Né è, questo, l’unico bacino realizzato nel comprensorio, ove si rammenti perlomeno l’altro ricavato dalle acque del Rio Torto, catturate pressappoco negli stessi anni, e sostenuto dalla diga che si erge su Alfedena e serra la gola alla Montagna Spaccata, poco più in basso del pianoro delle Forme o Valle Fiorita, l’affascinante platea sulla quale s’inerpica la cima svettante di Monte Meta. Anche in questo caso l’intervento dell’uomo si è armonizzato con la natura circostante, come dichiara il compendio reciproco dell’acqua che riflette sulla vegetazione il guizzare del sole e della secolare faggeta che a sua volta vi immerge le sue tinte, fino a trasformare le onde nel verde smeraldo delle estati o nel giallo topazio degli autunni che l’ansa profonda del bosco stringe gelosa per concederla, solamente alla vitalità circospetta degli uccelli palustri e ai queruli approdi stagionali dei migratori acquatici.

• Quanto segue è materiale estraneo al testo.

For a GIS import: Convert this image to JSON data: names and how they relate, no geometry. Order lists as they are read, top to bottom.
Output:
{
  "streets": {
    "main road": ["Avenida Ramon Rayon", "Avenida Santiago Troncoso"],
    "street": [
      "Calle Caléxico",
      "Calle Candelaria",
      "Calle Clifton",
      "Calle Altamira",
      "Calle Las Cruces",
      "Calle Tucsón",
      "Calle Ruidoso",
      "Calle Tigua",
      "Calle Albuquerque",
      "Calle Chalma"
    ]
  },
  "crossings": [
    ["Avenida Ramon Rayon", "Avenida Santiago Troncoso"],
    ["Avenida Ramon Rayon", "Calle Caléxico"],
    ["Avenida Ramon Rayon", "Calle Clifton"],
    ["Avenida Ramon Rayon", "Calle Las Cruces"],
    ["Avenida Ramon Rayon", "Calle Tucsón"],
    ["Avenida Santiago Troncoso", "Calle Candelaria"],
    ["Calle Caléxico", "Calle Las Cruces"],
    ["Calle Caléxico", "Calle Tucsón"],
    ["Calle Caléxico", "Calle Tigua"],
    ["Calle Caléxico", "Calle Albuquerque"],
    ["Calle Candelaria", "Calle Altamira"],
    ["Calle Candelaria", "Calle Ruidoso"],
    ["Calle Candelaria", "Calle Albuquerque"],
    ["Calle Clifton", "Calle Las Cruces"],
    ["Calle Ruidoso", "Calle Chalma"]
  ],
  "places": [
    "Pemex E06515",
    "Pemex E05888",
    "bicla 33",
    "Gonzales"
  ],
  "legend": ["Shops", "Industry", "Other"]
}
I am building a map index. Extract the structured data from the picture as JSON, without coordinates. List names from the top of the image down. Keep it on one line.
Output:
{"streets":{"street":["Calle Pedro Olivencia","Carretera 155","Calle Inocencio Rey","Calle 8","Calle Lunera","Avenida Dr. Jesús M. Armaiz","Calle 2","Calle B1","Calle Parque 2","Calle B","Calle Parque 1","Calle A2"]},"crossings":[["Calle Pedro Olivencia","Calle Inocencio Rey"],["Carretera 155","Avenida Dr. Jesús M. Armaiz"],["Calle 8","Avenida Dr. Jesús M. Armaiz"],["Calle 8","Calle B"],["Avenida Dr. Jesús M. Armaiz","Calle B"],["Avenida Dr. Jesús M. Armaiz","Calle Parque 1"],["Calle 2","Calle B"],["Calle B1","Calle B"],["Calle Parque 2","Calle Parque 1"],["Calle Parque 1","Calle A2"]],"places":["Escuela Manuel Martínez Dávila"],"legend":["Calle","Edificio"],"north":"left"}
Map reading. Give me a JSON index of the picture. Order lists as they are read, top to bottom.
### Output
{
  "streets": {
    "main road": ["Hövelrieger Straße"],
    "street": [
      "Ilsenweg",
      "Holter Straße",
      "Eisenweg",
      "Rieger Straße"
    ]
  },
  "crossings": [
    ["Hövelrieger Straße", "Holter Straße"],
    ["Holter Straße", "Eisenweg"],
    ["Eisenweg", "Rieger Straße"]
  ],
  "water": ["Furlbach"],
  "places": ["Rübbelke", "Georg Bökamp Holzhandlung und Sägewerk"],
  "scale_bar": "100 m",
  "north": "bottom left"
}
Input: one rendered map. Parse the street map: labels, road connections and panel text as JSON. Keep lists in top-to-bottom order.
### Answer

(1) Estratto da: "Uomini e Territorio fra l'Altosangro e l'Altopiano delle Cinquemiglia" – Guida della Comunità Montana di C.Savastano

(2) Invaso naturale di origine morenica, di forma ellittica, è situato a un'altitudine di 1818 metri a nord-est del Monte Greco. È il secondo lago per quota di tutto l’Appennino.